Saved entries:
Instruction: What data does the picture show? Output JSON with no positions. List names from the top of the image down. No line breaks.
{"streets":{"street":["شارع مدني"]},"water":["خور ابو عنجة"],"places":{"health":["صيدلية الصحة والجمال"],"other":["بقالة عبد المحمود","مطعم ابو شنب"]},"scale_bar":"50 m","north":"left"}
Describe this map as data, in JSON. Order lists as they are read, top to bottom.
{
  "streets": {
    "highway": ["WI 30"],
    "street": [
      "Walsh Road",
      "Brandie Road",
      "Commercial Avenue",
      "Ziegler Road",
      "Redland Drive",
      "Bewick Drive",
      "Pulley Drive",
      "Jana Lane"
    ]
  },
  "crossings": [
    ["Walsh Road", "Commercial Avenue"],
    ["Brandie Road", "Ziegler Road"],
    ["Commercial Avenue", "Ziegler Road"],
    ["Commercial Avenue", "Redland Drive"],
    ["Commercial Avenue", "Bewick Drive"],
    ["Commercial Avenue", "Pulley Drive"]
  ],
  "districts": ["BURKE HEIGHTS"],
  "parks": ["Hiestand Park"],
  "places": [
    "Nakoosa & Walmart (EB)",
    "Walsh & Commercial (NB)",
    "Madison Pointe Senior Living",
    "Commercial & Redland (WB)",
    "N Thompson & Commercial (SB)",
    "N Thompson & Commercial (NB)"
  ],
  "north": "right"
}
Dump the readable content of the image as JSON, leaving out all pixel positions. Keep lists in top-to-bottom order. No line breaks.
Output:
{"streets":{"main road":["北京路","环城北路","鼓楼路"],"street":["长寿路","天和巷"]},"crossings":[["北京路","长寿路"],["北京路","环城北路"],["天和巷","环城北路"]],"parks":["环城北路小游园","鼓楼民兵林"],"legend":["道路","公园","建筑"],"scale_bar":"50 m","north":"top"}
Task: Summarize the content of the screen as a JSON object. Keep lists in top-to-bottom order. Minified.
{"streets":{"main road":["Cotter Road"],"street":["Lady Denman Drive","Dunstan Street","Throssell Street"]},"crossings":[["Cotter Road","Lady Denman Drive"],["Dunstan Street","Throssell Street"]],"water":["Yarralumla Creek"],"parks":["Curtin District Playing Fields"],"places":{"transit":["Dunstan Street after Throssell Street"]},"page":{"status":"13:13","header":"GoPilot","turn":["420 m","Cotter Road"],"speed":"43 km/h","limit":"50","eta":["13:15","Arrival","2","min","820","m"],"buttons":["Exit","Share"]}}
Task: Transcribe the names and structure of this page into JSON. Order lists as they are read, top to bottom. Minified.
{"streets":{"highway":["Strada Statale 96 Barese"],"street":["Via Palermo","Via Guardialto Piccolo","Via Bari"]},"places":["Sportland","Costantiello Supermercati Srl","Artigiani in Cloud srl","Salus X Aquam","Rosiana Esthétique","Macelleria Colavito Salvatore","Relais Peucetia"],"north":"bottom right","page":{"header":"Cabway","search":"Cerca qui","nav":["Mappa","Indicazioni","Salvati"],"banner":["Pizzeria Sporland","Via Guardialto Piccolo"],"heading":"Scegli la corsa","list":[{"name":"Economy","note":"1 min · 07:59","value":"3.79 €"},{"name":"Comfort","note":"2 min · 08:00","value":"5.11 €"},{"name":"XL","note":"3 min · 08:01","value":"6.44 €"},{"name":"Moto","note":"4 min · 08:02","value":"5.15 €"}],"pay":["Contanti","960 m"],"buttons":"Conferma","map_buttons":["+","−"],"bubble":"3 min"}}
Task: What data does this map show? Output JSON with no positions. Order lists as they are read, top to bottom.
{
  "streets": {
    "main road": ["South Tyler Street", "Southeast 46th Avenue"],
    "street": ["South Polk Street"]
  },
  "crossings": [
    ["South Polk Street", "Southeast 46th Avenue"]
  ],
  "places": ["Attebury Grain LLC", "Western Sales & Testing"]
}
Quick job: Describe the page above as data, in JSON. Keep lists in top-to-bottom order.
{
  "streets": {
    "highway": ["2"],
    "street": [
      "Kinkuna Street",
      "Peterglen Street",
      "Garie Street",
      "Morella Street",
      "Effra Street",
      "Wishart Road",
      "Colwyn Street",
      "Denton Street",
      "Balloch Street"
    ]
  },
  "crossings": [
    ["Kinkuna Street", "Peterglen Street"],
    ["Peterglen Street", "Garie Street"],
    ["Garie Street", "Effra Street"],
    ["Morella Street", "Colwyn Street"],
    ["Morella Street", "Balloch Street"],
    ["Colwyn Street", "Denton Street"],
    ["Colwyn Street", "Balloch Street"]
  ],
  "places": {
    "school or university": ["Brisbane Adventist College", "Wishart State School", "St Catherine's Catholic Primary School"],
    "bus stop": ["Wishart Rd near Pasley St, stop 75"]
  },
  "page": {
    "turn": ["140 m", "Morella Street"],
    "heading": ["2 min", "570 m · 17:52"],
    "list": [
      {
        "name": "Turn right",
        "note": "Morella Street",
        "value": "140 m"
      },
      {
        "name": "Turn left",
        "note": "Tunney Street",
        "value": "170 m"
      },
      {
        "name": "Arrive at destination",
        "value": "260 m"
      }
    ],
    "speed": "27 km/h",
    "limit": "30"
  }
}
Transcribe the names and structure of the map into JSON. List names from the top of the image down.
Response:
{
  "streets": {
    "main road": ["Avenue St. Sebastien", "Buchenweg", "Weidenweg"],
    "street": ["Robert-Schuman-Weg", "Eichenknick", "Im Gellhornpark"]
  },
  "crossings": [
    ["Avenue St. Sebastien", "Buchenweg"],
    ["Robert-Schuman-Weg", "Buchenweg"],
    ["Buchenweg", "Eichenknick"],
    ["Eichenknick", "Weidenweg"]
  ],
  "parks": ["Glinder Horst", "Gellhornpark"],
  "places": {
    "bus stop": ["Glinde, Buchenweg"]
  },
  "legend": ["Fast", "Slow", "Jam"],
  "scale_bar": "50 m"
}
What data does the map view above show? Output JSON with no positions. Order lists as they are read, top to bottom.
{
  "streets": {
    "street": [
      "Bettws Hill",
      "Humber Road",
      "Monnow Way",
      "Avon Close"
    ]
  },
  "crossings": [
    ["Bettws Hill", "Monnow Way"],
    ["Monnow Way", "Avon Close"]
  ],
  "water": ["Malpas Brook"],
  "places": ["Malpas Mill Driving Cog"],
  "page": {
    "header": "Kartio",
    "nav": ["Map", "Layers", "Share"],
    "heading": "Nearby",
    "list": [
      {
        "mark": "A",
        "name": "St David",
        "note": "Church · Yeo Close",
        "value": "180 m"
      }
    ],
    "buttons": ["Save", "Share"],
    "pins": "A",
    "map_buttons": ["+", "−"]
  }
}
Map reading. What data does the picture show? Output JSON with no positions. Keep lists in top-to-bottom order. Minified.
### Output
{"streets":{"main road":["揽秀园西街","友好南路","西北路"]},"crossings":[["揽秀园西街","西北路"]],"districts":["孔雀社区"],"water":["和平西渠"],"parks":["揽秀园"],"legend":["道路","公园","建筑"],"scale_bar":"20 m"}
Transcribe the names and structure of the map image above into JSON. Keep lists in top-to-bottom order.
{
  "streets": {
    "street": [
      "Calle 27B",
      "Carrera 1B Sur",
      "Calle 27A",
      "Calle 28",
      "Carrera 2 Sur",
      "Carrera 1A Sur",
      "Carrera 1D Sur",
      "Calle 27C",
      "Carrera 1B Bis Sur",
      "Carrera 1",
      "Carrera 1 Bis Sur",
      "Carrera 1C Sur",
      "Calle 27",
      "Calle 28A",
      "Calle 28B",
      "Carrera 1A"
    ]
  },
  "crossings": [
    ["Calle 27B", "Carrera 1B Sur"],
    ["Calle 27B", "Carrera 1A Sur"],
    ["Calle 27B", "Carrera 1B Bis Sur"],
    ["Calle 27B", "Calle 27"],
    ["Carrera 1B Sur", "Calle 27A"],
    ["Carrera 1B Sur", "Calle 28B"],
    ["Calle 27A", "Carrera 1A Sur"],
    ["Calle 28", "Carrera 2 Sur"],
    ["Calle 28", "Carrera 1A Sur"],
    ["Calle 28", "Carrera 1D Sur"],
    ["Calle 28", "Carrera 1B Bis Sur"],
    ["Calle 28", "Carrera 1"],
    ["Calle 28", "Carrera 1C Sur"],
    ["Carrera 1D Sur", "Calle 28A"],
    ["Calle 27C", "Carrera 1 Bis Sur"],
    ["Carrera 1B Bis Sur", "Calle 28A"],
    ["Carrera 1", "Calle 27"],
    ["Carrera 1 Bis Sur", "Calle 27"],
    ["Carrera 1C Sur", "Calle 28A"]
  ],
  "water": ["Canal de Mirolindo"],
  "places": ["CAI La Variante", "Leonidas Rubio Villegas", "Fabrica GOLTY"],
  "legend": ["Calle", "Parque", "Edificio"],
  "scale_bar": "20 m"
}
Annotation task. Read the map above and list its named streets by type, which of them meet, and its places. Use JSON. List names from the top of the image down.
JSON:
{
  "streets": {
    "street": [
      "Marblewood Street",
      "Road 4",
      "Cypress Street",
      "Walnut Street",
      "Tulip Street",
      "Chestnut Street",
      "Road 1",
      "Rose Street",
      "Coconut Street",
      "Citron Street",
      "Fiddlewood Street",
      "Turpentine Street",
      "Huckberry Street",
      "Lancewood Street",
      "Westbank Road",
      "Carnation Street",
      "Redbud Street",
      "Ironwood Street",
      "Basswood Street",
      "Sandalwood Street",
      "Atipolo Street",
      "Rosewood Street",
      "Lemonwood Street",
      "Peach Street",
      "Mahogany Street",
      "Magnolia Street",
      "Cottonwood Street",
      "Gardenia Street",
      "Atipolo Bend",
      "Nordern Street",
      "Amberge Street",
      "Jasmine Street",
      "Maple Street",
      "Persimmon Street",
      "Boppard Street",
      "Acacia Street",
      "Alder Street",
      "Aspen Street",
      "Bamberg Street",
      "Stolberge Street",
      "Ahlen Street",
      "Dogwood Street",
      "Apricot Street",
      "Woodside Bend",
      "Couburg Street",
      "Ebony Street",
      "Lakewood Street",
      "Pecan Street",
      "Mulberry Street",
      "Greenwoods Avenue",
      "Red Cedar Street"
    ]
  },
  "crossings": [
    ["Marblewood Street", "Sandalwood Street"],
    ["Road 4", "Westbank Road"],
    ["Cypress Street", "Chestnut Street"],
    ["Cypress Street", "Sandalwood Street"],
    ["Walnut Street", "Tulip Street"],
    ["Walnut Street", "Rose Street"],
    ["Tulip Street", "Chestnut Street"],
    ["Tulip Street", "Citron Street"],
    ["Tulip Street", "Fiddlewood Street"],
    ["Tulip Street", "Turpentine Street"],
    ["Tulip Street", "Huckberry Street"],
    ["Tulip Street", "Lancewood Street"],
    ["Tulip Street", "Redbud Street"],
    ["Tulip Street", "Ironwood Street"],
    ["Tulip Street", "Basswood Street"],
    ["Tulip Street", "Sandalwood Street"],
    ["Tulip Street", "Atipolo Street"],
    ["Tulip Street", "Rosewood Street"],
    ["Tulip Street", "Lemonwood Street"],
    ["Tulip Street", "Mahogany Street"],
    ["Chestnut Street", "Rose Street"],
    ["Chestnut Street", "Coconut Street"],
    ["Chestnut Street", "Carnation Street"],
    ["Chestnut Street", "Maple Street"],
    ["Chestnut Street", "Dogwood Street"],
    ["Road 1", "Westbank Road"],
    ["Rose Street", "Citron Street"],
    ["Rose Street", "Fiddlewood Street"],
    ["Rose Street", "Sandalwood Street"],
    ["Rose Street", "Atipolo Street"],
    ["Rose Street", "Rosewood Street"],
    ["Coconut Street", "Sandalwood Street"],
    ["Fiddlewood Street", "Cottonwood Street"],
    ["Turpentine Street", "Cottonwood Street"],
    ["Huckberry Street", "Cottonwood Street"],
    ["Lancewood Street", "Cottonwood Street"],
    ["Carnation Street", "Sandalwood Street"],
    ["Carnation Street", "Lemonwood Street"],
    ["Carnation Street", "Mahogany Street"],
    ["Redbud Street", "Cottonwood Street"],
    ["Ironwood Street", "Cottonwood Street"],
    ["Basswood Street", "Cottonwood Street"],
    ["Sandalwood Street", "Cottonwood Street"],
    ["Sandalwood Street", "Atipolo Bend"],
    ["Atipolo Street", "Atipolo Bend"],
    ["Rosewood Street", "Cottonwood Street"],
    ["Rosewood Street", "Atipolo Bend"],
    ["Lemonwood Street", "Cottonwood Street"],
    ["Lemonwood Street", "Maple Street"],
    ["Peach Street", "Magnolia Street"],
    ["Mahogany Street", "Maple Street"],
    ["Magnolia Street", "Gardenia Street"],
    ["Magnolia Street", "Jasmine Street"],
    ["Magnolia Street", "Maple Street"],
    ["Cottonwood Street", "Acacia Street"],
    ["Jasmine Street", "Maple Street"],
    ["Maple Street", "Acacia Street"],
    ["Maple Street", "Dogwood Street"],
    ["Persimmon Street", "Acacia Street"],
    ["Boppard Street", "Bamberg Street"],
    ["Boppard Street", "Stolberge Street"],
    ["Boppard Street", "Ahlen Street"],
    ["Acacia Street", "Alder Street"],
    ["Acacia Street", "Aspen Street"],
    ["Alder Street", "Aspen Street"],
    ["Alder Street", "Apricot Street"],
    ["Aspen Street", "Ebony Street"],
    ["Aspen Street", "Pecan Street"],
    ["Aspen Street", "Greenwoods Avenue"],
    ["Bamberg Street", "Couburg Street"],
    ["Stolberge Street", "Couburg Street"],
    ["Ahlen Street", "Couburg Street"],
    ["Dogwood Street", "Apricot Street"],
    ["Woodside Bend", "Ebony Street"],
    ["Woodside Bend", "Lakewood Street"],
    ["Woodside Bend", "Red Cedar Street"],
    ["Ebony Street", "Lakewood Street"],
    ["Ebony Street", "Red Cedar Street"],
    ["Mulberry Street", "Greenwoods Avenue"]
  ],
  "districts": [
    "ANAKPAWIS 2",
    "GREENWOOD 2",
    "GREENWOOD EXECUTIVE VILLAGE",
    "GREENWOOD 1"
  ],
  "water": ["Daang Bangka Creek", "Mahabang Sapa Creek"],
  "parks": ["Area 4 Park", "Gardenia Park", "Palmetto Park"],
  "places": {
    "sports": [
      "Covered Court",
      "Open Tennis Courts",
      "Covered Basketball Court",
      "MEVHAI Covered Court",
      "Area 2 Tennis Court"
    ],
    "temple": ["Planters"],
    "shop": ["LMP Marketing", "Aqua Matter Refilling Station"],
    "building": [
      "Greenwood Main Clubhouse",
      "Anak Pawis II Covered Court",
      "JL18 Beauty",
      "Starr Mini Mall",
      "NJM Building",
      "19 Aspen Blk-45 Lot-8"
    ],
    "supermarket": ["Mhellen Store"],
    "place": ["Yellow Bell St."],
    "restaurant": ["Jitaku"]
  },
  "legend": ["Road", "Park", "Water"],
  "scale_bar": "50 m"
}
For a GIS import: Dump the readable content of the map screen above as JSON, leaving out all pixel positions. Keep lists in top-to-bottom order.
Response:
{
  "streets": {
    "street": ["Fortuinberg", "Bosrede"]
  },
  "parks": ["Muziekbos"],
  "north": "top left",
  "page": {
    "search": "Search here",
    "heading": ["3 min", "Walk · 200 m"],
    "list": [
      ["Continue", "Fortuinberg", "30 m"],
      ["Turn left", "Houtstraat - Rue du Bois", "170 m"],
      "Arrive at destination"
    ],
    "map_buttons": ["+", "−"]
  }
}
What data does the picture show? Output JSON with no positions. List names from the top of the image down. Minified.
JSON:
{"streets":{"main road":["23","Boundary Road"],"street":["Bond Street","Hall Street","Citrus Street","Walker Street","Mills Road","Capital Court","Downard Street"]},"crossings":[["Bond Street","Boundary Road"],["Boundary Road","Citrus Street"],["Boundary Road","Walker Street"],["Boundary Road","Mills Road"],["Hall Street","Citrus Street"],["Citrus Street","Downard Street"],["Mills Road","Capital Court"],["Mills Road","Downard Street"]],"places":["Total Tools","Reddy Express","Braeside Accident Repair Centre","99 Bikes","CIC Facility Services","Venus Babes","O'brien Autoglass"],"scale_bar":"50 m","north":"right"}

TASK DIRECTIONS:
For each line above that contains the word "Apricot", make a copy.

EXERCISE SOLUTION:
      "Apricot Street",
    ["Alder Street", "Apricot Street"],
    ["Dogwood Street", "Apricot Street"],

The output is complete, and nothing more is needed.